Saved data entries
--
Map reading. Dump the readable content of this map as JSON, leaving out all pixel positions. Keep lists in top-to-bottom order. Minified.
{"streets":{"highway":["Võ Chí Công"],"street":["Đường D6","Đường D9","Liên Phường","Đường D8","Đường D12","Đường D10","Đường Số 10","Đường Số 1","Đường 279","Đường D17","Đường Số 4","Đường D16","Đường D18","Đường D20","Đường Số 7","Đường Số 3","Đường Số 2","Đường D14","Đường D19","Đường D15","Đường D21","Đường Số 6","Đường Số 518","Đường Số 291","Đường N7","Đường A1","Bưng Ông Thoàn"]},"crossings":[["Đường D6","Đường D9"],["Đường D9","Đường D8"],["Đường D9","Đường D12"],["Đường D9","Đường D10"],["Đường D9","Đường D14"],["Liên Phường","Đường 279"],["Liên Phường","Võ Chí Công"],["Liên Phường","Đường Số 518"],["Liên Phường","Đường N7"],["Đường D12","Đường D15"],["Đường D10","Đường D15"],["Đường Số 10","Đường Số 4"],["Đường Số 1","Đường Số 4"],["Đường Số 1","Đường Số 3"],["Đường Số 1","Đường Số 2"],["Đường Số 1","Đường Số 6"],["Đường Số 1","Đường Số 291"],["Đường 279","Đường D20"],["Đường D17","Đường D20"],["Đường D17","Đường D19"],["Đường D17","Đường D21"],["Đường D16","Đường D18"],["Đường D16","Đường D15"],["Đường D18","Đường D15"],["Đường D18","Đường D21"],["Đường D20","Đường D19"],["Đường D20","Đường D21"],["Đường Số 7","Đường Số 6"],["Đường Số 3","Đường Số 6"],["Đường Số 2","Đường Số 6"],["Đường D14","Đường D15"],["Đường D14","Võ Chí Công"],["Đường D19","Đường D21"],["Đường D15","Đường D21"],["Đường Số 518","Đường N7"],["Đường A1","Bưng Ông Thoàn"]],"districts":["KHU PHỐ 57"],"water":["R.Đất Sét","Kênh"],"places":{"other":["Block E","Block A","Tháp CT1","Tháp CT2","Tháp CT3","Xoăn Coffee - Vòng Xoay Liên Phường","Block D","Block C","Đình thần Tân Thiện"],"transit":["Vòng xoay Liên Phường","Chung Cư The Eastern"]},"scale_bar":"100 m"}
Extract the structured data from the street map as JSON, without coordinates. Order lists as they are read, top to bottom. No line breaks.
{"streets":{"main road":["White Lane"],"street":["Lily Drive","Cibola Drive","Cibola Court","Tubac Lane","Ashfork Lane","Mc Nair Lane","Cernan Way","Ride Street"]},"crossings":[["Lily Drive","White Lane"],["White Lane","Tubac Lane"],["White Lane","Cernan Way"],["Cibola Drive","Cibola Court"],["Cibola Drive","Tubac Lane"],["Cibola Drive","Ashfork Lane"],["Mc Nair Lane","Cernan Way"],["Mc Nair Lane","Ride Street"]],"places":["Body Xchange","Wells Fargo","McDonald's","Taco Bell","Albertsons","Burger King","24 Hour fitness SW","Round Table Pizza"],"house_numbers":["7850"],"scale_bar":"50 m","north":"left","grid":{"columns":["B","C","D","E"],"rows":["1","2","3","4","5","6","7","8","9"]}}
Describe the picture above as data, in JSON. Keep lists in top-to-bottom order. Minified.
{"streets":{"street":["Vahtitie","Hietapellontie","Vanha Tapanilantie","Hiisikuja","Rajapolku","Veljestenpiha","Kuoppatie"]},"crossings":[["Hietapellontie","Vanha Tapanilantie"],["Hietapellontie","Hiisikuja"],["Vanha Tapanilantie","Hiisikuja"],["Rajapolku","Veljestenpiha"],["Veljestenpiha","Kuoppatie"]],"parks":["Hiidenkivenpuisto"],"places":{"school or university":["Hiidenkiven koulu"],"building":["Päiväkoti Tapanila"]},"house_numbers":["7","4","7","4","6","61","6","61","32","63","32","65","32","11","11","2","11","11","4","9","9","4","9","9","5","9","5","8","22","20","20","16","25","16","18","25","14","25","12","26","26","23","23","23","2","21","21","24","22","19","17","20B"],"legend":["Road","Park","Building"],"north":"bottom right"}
--
*TASK BRIEF*: Please copy each record shown above exactly.

*FINISHED EXERCISE*:
Map reading. Dump the readable content of this map as JSON, leaving out all pixel positions. Keep lists in top-to-bottom order. Minified.
{"streets":{"highway":["Võ Chí Công"],"street":["Đường D6","Đường D9","Liên Phường","Đường D8","Đường D12","Đường D10","Đường Số 10","Đường Số 1","Đường 279","Đường D17","Đường Số 4","Đường D16","Đường D18","Đường D20","Đường Số 7","Đường Số 3","Đường Số 2","Đường D14","Đường D19","Đường D15","Đường D21","Đường Số 6","Đường Số 518","Đường Số 291","Đường N7","Đường A1","Bưng Ông Thoàn"]},"crossings":[["Đường D6","Đường D9"],["Đường D9","Đường D8"],["Đường D9","Đường D12"],["Đường D9","Đường D10"],["Đường D9","Đường D14"],["Liên Phường","Đường 279"],["Liên Phường","Võ Chí Công"],["Liên Phường","Đường Số 518"],["Liên Phường","Đường N7"],["Đường D12","Đường D15"],["Đường D10","Đường D15"],["Đường Số 10","Đường Số 4"],["Đường Số 1","Đường Số 4"],["Đường Số 1","Đường Số 3"],["Đường Số 1","Đường Số 2"],["Đường Số 1","Đường Số 6"],["Đường Số 1","Đường Số 291"],["Đường 279","Đường D20"],["Đường D17","Đường D20"],["Đường D17","Đường D19"],["Đường D17","Đường D21"],["Đường D16","Đường D18"],["Đường D16","Đường D15"],["Đường D18","Đường D15"],["Đường D18","Đường D21"],["Đường D20","Đường D19"],["Đường D20","Đường D21"],["Đường Số 7","Đường Số 6"],["Đường Số 3","Đường Số 6"],["Đường Số 2","Đường Số 6"],["Đường D14","Đường D15"],["Đường D14","Võ Chí Công"],["Đường D19","Đường D21"],["Đường D15","Đường D21"],["Đường Số 518","Đường N7"],["Đường A1","Bưng Ông Thoàn"]],"districts":["KHU PHỐ 57"],"water":["R.Đất Sét","Kênh"],"places":{"other":["Block E","Block A","Tháp CT1","Tháp CT2","Tháp CT3","Xoăn Coffee - Vòng Xoay Liên Phường","Block D","Block C","Đình thần Tân Thiện"],"transit":["Vòng xoay Liên Phường","Chung Cư The Eastern"]},"scale_bar":"100 m"}
Extract the structured data from the street map as JSON, without coordinates. Order lists as they are read, top to bottom. No line breaks.
{"streets":{"main road":["White Lane"],"street":["Lily Drive","Cibola Drive","Cibola Court","Tubac Lane","Ashfork Lane","Mc Nair Lane","Cernan Way","Ride Street"]},"crossings":[["Lily Drive","White Lane"],["White Lane","Tubac Lane"],["White Lane","Cernan Way"],["Cibola Drive","Cibola Court"],["Cibola Drive","Tubac Lane"],["Cibola Drive","Ashfork Lane"],["Mc Nair Lane","Cernan Way"],["Mc Nair Lane","Ride Street"]],"places":["Body Xchange","Wells Fargo","McDonald's","Taco Bell","Albertsons","Burger King","24 Hour fitness SW","Round Table Pizza"],"house_numbers":["7850"],"scale_bar":"50 m","north":"left","grid":{"columns":["B","C","D","E"],"rows":["1","2","3","4","5","6","7","8","9"]}}
Describe the picture above as data, in JSON. Keep lists in top-to-bottom order. Minified.
{"streets":{"street":["Vahtitie","Hietapellontie","Vanha Tapanilantie","Hiisikuja","Rajapolku","Veljestenpiha","Kuoppatie"]},"crossings":[["Hietapellontie","Vanha Tapanilantie"],["Hietapellontie","Hiisikuja"],["Vanha Tapanilantie","Hiisikuja"],["Rajapolku","Veljestenpiha"],["Veljestenpiha","Kuoppatie"]],"parks":["Hiidenkivenpuisto"],"places":{"school or university":["Hiidenkiven koulu"],"building":["Päiväkoti Tapanila"]},"house_numbers":["7","4","7","4","6","61","6","61","32","63","32","65","32","11","11","2","11","11","4","9","9","4","9","9","5","9","5","8","22","20","20","16","25","16","18","25","14","25","12","26","26","23","23","23","2","21","21","24","22","19","17","20B"],"legend":["Road","Park","Building"],"north":"bottom right"}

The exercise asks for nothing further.